The cone-formed bulgings can also be in a more random disorder, even if an ordered structure is preferred, not least for reasons of manufacture. Further, the sizes of the cones may vary within relatively large limits, as from the height of 1 mm to 50 mm. The height of 5 mm is a suitable balance value in view of tolerance of dirt, which is diminished with small cones, and material consumption and weight, which increase with larger cones.

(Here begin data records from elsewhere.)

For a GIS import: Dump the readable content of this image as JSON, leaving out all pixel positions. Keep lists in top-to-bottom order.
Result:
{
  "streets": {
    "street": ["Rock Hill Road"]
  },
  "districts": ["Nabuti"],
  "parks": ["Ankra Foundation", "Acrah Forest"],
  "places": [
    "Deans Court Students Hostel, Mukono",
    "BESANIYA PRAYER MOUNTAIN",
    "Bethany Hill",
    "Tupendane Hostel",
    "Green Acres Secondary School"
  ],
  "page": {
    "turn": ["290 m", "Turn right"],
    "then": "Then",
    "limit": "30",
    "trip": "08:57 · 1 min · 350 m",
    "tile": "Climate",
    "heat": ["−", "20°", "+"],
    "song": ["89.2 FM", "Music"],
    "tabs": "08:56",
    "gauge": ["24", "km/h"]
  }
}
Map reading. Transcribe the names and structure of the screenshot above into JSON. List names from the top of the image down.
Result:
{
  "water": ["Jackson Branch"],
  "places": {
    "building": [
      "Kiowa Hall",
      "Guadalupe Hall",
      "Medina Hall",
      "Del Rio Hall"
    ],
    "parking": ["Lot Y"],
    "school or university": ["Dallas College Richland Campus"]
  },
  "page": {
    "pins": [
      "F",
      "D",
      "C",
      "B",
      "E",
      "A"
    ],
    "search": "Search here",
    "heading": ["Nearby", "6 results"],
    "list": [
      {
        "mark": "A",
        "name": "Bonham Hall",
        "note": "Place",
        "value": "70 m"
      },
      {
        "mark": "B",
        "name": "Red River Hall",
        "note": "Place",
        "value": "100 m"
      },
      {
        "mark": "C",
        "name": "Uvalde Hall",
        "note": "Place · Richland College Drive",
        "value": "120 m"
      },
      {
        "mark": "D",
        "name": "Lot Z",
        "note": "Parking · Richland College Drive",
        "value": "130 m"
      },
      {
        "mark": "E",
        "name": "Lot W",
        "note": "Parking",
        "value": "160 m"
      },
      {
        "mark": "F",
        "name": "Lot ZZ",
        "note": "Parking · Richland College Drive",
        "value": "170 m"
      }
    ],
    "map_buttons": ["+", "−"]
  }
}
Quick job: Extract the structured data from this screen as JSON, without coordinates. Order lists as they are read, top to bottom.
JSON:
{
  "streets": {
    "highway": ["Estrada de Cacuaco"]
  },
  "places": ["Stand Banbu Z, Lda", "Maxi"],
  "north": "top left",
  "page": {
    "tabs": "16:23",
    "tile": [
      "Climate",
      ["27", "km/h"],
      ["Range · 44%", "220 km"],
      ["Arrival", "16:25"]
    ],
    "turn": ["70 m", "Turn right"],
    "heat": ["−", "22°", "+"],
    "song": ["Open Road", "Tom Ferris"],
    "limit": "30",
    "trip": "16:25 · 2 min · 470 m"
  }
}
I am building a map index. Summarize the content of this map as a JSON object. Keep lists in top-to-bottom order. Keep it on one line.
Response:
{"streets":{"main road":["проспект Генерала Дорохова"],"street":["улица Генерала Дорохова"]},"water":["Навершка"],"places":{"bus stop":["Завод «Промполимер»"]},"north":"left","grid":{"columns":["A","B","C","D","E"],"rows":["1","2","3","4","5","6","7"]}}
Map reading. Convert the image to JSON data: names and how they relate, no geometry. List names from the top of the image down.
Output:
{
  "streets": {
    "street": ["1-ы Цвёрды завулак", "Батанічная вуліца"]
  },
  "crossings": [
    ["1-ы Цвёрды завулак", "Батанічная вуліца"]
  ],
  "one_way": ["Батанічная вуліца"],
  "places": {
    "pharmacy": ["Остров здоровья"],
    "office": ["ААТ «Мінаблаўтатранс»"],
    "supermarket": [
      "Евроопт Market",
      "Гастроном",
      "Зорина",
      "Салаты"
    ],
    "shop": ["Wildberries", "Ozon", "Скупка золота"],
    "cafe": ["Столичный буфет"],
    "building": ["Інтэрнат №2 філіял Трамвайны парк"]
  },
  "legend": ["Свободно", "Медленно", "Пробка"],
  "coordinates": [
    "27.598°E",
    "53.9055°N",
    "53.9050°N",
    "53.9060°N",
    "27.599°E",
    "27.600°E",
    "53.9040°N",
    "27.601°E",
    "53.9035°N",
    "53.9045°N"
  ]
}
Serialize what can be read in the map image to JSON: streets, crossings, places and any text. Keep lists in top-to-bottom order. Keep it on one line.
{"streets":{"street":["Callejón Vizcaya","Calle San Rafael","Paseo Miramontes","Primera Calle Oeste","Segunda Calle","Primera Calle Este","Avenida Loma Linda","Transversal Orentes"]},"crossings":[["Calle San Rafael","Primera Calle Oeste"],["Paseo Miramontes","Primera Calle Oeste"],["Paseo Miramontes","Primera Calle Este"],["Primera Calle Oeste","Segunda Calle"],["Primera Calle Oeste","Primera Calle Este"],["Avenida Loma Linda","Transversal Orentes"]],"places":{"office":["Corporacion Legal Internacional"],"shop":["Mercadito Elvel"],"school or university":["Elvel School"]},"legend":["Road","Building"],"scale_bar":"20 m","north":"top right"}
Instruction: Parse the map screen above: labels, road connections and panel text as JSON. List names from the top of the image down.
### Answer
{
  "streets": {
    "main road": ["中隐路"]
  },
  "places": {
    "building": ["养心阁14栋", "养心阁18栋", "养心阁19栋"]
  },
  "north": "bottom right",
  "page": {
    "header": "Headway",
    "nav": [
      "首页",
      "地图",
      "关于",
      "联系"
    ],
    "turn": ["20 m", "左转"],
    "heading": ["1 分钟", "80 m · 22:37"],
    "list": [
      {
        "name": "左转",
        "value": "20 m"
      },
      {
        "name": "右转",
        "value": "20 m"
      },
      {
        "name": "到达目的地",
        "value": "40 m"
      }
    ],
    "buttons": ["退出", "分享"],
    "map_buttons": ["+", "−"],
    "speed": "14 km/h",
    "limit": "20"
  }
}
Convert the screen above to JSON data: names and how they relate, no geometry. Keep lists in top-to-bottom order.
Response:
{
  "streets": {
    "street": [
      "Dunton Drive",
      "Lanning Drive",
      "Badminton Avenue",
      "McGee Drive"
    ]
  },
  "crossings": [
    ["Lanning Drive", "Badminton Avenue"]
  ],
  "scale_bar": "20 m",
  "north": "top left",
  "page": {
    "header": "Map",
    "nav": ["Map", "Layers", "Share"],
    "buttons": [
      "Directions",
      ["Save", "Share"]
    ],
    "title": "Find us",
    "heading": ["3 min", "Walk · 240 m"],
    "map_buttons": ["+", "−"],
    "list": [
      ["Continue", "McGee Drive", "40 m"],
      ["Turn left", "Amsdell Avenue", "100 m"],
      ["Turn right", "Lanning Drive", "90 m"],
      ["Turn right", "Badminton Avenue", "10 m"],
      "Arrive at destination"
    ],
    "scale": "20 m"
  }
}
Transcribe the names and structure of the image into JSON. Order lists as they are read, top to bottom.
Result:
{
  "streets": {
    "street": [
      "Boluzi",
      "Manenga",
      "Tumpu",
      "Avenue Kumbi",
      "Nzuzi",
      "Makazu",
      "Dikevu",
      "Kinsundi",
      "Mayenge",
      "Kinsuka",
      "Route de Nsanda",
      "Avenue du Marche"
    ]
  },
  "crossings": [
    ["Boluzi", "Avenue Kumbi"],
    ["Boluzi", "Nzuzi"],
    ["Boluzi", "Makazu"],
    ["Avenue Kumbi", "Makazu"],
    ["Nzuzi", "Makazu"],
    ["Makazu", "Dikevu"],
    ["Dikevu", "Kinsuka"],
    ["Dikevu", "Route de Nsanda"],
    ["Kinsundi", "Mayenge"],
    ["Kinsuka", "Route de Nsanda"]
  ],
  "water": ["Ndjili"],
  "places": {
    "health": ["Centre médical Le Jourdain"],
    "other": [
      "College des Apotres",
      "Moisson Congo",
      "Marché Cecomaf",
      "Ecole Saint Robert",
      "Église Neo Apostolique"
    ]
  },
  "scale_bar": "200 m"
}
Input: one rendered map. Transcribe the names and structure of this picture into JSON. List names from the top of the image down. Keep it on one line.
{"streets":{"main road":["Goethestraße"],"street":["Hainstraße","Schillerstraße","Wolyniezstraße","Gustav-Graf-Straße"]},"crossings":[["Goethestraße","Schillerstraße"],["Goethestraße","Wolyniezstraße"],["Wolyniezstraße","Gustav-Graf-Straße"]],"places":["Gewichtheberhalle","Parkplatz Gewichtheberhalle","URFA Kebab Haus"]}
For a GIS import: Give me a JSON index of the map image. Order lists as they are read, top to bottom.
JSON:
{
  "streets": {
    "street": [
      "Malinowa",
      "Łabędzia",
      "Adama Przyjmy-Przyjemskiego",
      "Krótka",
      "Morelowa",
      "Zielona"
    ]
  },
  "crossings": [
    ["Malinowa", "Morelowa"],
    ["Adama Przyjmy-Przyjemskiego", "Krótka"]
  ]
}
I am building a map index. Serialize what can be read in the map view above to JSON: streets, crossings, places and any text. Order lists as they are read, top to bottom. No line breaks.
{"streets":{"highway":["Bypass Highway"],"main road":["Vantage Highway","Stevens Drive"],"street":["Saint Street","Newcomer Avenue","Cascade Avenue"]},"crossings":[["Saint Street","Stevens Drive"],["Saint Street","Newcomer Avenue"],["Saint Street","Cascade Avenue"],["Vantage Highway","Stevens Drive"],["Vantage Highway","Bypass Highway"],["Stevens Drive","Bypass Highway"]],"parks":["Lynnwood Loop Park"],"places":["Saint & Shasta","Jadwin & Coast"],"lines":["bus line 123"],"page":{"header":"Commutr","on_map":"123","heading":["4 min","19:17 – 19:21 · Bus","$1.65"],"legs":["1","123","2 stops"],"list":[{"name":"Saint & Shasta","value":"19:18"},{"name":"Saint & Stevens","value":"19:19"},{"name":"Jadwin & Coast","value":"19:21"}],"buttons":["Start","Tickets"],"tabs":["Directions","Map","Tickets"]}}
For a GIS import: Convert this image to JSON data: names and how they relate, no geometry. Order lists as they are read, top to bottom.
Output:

FIG. 2 shows a diagram where luminance has been measured as a function of the view angle, measured between grazing incidence and against the light (−90°) and grazing incidence and along the light (+90°), for three different surfaces: The curve 1 designates a tin plate surface painted with a matte camouflage paint, curve 2 a natural grass surface and curve 3 a surface such as shown in FIG. 1. The luminance is reproduced in arbitrary but linear units. The measurements were made in sunlight on a grass lawn, with for curve 1 a painted tin plate laid upon the ground, and for the curve 3 a plate with cones according to the invention, laid in the same way upon the ground.

It is seen from the figures that the painted tinplate is particularly unfavourable in counter light. Hardly any object in nature, excepting possibly water surfaces, show such brightness in counter light. In view of the fact that just tin plate surfaces and the like are the most common of that military material which needs camouflaging, it is clear that an improvement in this respect is of great importance.

The grass surface, corresponding to curve 2, must be considered as that which is most desirable to attain. Relative to this, the exemplary construction as of curve 3 is a satisfactory imitation.

The exemplary construction used is made from opaque material. The increase in luminance observed in the forward light direction is dependent thereof; a grass surface consists of leaves that have a certain transparency. If the cone material is made somewhat transparent, the result will be more natural. In a preferred embodiment therefore, the cones are made of some transparent material, and preferentially hollow.

FIGS. 3A, 3B show colour diagrams regarding painted tin plate measured at different sight angles. FIG. 3A thus shows in a diagram according to CIE 1931 that the camouflage painted plate changes colour when changing the angle of sight between grazing counter light and grazing forward light. FIG. 3B shows with the same x-axis as in FIG. 3A the luminosity (scale arbitrary but linear) when the angle is changed from grazing forward light (leftmost) to counter light (rightmost in the diagram). As a comparison, FIGS. 3A and 3B show similar measurements for a surface having cones according to the invention. The inventive surface thus has considerably better properties both as to brightness and colour for varying sight angles. All those diagrams were recorded by means of a Minolta Chromameter, mod. CS 100.

From those diagrams thus appears that there are also rather great changes in colour when the angle of sight is changed. FIG. 3B and FIG. 4B corroborate the result shown in FIG. 2.

The intended three-dimensional structure can be manufactured in many ways, as will be understood by the man of the art knowledgeable in plastics. One way is by moulding, another by embossing of a sheet, preferentially afterwards mounted upon a carrier sheet which can be woven or a plastic sheet. It is also possible to make this structure from metal.

Although the invention has been exemplified with a structure having certain dimensions, it is clear that those may be varied in different ways, depending upon the purpose. The inventive effect is obtained also with the same structure in greater or smaller scale. Great scale and massive embodiment will lead to great material consumption and a pattern visible at near distance. At small scale, there may be difficulties of manufacture, as well as difficulties in cleaning.

Depending on the circumstances, the surface may be dyed with different camouflage dyes/paints, such as summer colours, winter colours or desert colours. Those dyes/paints should have camouflage properties within a large wavelength interval, from UV up to and within the near infrared interval. The material may be made self-supporting or be affixed to e.g. vehicles or tanks.

Further, this material may be used for partly covering surfaces, or be made less regular than as has been exemplified.